Shumate was the center on the Notre Dame team that ended the University of California at Los Angeles' (UCLA) NCAA-record 88-game winning streak on January 19, 1974, with a 71–70 win. It was UCLA's first loss in 1,092 days. Shumate starred on offense and defense, and led all players in rebounding that day. He had 24 points and 11 rebounds, and pulled down the final rebound of the game as time expired. Going into that game, the Associated Press ranked Notre Dame No. 2 and UCLA No. 1; with Notre Dame ranked No. 1 after defeating UCLA.

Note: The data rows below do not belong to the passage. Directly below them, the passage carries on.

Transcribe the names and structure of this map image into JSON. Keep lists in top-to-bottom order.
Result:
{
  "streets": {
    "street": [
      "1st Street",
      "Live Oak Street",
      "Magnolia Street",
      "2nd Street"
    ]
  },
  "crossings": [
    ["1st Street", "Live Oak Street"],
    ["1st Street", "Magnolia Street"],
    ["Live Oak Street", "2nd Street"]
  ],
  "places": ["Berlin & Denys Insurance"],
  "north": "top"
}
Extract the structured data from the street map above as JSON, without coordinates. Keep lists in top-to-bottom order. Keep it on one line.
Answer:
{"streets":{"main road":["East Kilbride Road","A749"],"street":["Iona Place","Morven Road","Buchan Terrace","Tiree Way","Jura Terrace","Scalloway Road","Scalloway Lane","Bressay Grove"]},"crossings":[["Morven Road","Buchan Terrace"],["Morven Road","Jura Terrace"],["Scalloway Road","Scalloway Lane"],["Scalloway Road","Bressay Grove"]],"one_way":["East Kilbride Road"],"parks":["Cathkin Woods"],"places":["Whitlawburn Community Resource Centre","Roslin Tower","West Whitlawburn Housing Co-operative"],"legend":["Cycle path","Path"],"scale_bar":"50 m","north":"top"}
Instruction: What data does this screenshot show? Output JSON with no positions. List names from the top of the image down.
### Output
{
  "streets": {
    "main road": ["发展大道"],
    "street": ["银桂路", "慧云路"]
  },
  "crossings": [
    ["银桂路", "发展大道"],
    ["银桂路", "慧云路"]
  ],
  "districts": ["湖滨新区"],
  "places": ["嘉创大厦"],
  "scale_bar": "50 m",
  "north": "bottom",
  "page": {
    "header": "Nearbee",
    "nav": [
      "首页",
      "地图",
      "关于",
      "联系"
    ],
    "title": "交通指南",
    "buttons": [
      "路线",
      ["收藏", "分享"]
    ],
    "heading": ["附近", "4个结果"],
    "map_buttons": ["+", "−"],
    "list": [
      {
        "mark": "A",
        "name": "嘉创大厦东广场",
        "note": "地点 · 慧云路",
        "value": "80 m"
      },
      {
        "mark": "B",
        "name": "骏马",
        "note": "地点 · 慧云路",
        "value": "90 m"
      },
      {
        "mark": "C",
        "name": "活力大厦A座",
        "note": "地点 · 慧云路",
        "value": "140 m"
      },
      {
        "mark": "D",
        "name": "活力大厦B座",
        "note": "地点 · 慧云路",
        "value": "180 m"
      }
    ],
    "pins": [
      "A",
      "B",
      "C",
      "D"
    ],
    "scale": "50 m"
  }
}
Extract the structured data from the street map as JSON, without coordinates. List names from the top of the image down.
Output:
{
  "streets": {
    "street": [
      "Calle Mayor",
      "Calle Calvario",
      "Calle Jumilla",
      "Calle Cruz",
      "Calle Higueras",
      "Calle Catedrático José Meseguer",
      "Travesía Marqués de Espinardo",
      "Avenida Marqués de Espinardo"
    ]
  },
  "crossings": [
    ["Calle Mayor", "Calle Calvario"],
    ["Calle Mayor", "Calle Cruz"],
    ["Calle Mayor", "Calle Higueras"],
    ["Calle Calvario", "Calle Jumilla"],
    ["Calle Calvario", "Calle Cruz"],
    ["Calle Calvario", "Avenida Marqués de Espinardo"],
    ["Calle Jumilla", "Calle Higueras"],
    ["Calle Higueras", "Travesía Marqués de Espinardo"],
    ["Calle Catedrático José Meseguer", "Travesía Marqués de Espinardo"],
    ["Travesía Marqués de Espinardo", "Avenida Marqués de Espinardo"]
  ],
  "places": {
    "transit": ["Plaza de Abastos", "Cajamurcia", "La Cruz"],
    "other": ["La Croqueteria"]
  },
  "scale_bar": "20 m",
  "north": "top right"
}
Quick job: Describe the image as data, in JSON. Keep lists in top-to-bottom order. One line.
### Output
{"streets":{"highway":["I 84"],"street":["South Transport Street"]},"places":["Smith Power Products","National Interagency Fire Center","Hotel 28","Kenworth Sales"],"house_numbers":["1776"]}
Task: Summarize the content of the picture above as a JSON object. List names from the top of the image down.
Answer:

The Fighting Irish ended the year with at 26–3 record, ranked fifth in the nation. Notre Dame went to the 1974 NCAA Division 1 basketball tournament. Notre Dame defeated Austin Peay in the first round of the Mideast Regional tournament. Shumate had 22 points, 10 rebounds, five assists, two steals, and one blocked shot in that game. Notre Dame was upset by Michigan in the Mideast Regional semifinals, 77–68. Shumate had 34 points and 17 rebounds, but no other Notre Dame player scored more than 11 points. Notre Dame defeated Vanderbilt for third place in the Mideast Region, with Shumate again leading Notre Dame in points (30), while also collecting seven rebounds. Shumate was named to the Mideast All-Region team. He had the highest scoring average in the tournament that year (28.7 points per game).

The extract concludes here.